[Task objective] Filter the listing below down to the lines holding the word "福知山停車場線", and copy those lines.

*** Data shown ***

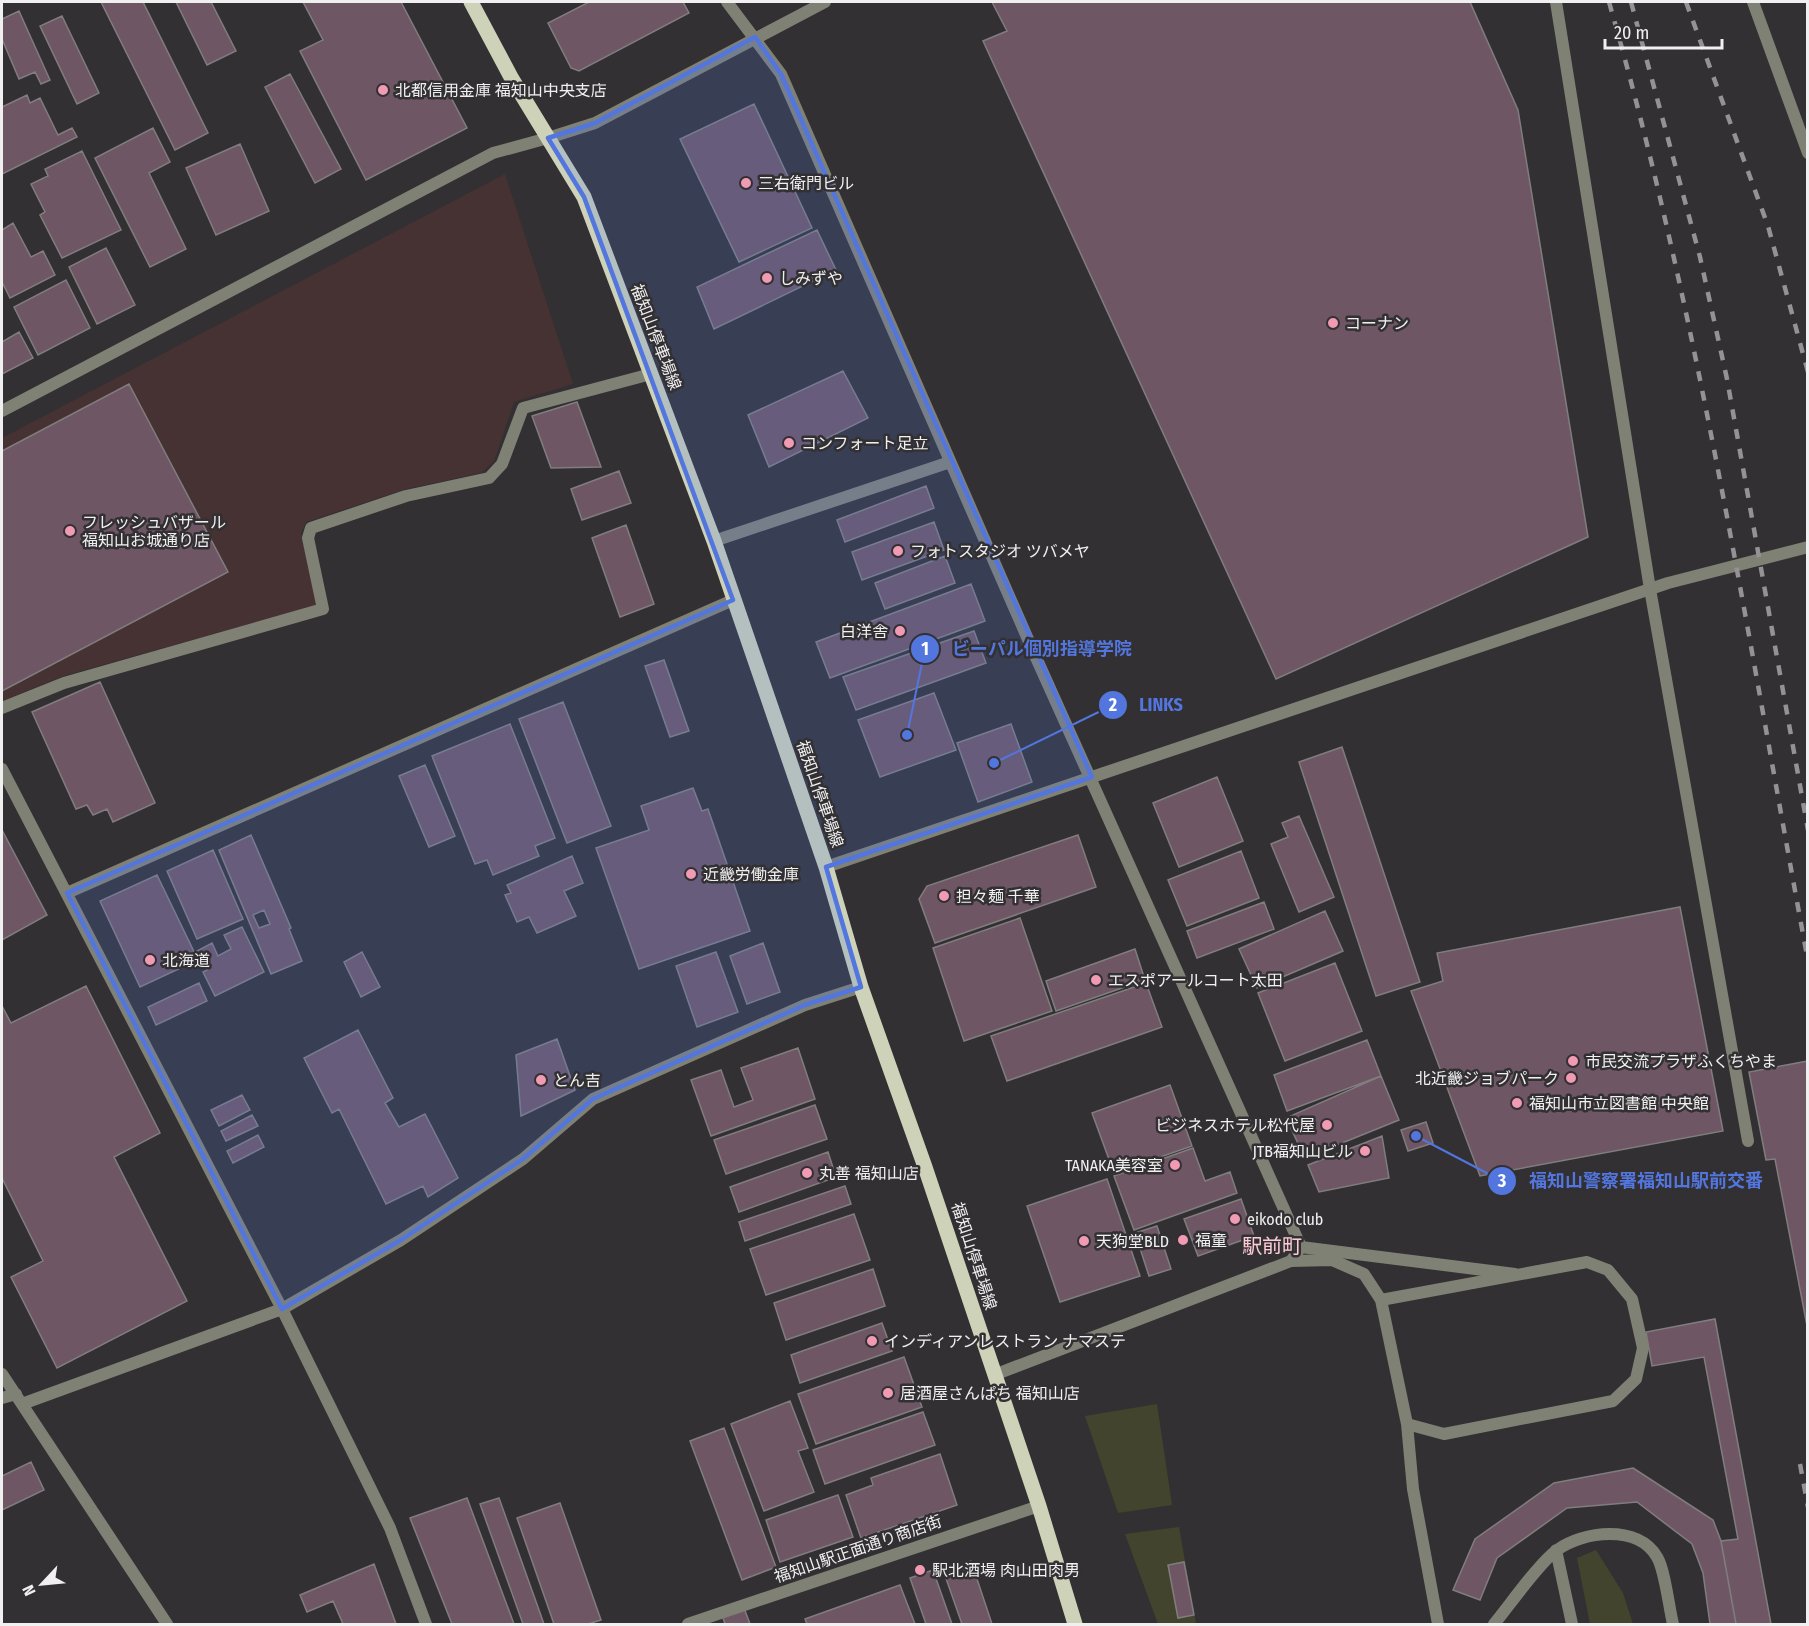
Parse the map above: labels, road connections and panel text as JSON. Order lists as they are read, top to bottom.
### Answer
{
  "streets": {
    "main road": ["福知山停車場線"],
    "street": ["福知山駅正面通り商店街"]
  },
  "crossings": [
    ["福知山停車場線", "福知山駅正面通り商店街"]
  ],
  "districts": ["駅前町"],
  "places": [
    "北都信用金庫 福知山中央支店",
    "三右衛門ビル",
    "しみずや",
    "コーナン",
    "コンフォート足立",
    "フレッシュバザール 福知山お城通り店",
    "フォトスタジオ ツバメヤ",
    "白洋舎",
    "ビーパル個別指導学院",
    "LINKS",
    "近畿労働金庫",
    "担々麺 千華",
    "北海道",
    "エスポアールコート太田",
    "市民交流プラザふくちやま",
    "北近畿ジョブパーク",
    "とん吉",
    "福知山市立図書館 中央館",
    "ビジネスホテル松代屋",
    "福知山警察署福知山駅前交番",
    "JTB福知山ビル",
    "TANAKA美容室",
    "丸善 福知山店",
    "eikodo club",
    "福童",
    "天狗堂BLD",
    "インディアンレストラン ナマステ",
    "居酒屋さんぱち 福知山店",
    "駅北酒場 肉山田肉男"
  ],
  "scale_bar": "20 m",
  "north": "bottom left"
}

***

[Answer section]
    "main road": ["福知山停車場線"],
    ["福知山停車場線", "福知山駅正面通り商店街"]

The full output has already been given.